Vielen Dank. Für die Fraktion Bündnis 90/Die Grünen erhält jetzt die Abgeordnete Wahl das Wort.

Sehr geehrte Frau Präsidentin, meine sehr geehrten Damen und Herren! Frau Meißner, Sie fragen, wie wir die Ehrenamtlichen nach dieser Pandemie motivieren können. Das kann ich Ihnen gerne sagen: indem wir jetzt das Staatsziel Ehrenamt auf den Weg bringen, nachdem in der Anhörung fast einhellig von den Verbänden die Meinung geäußert wurde, dass dies eine enorme Wertschätzung ihrer Arbeit bedeuten würde.

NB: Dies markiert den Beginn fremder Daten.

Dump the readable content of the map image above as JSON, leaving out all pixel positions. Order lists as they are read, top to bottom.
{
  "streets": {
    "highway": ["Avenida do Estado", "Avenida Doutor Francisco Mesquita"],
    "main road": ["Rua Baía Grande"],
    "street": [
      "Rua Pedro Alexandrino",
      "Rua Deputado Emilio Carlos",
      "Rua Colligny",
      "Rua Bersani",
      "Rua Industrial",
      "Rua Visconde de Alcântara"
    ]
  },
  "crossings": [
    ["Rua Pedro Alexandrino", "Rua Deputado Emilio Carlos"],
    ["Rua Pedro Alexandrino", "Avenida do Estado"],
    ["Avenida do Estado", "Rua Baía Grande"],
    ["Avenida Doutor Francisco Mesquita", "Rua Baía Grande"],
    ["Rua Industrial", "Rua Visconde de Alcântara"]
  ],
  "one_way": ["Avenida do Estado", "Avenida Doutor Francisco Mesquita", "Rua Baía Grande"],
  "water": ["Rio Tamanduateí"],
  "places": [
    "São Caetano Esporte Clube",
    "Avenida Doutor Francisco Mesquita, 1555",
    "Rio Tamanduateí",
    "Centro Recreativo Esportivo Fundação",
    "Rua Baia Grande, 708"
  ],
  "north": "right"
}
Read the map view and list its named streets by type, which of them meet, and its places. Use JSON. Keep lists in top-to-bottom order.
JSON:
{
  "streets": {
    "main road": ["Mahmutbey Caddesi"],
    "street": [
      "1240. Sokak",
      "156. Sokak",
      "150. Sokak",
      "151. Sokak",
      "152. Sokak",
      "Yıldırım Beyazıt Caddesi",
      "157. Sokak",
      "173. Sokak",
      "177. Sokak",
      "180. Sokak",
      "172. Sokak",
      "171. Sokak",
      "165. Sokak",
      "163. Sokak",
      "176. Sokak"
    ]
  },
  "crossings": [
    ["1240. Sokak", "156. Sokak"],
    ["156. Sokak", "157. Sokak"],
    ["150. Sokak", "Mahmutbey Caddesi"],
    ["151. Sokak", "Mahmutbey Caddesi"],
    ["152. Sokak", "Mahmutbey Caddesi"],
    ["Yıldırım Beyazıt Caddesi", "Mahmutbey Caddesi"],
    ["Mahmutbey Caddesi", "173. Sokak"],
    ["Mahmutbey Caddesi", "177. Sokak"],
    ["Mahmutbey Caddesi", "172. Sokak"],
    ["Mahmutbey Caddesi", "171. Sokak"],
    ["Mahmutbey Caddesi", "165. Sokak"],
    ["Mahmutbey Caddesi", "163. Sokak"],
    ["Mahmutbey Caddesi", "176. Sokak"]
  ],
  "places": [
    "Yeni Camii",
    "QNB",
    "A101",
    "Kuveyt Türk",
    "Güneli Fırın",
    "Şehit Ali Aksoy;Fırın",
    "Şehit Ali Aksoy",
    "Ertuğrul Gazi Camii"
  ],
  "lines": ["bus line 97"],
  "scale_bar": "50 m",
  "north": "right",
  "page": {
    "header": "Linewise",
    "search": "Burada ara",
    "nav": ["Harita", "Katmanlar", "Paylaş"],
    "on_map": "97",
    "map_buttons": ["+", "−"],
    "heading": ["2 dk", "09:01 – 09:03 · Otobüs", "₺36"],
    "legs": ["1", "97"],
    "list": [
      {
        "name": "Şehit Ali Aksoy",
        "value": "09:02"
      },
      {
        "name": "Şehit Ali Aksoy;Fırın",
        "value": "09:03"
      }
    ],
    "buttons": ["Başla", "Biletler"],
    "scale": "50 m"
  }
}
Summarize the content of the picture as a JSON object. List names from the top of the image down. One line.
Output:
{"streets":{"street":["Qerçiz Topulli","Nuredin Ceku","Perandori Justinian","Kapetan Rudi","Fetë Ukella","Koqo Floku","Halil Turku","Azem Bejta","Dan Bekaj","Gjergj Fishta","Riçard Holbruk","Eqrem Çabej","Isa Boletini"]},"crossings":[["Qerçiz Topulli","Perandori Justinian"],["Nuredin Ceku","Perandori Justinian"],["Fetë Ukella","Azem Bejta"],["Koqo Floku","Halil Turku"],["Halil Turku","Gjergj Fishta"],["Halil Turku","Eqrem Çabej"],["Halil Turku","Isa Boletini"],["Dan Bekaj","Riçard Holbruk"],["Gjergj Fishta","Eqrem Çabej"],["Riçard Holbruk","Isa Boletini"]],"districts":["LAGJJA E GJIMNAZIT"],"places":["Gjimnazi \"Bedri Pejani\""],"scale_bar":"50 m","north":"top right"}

(Beifall DIE LINKE, SPD, BÜNDNIS 90/DIE GRÜNEN)

Aber ich muss ganz ehrlich sagen, das Verhalten Ihres Kollegen Zippel oder auch die kollektive Abwesenheit Ihrer Fraktion bei der Einbringungsrede meiner geschätzten Kollegin Anja Müller sagt weitaus mehr aus über Ihre konkreten Ambitionen zur Förderung des Ehrenamts, als Sie es in hundert schönen Worten ausdrücken können.

(Beifall DIE LINKE, BÜNDNIS 90/DIE GRÜ- NEN)

Was macht den Unterschied zwischen einem Ort, an dem man bloß wohnt, und einem Ort, wo man sich wohl- und heimisch fühlt? Es sind vor allem die persönlichen Kontakte und ein Gemeinschaftsgefühl, das dann entsteht, wenn man gemeinsam an Projekten arbeitet, die Freude, wenn man jeden Morgen an einem Baum vorbeigeht, den man selbst mit den Nachbarn/Nachbarinnen gepflanzt hat, oder die Freude, wenn das Jugendhandballturnier ein großer Erfolg war und alle gemeinsam dazu beigetragen haben. Es sind diese Momente der Gemeinsamkeit, die unsere Städte und Dörfer nicht zu funktionalistischen Wohn- und Arbeitsorten, sondern zu liebenswürdigen Lebensorten machen. Da sind wir uns einig. Vieles in Thüringen lebt und besteht nur dank des Ehrenamts. Es ist das Engagement vieler Thüringerinnen und Thüringer, das den Zusammenhalt unserer Gesellschaft ermöglicht und oft überhaupt erst schafft. Dies geschieht in Beratungsstellen, Initiativen von Bürgerinnen und Bürgern, spontanen Vereinigungen wie in althergebrachten Verbänden. Ehrenamt ist überall, auch in der Corona-Pandemie, die auch unser gesamtes gesellschaftliches Leben vor besondere Herausforderungen gestellt hat. Und überall sind Menschen in Thüringen bereit, sich gegenseitig zu helfen und zu unterstützen, in Testzentren oder einer Nachbarschaftshilfe und an vielen anderen Stellen. Das hat sehr deutlich gemacht: Freiwilliges Engagement ist die Säule der Gesellschaft, die für Werte, Zusammenhalt und Fürsorge für die Gemeinschaft und das soziale Miteinander steht.

(Abg. Meißner)

(Beifall BÜNDNIS 90/DIE GRÜNEN)

Wir haben im Verfassungsausschuss im vergangenen Herbst eine umfassende Anhörung über das Ehrenamt gehabt, mit dem Ziel, seine Förderung als Staatsaufgabe zu verankern. In Präsenz oder schriftlich haben viele Verbände stellvertretend für die vielen teilgenommen, die mit demselben Elan und derselben Leidenschaft für Anliegen und Belange arbeiten, wovon die gesamte Gesellschaft profitiert.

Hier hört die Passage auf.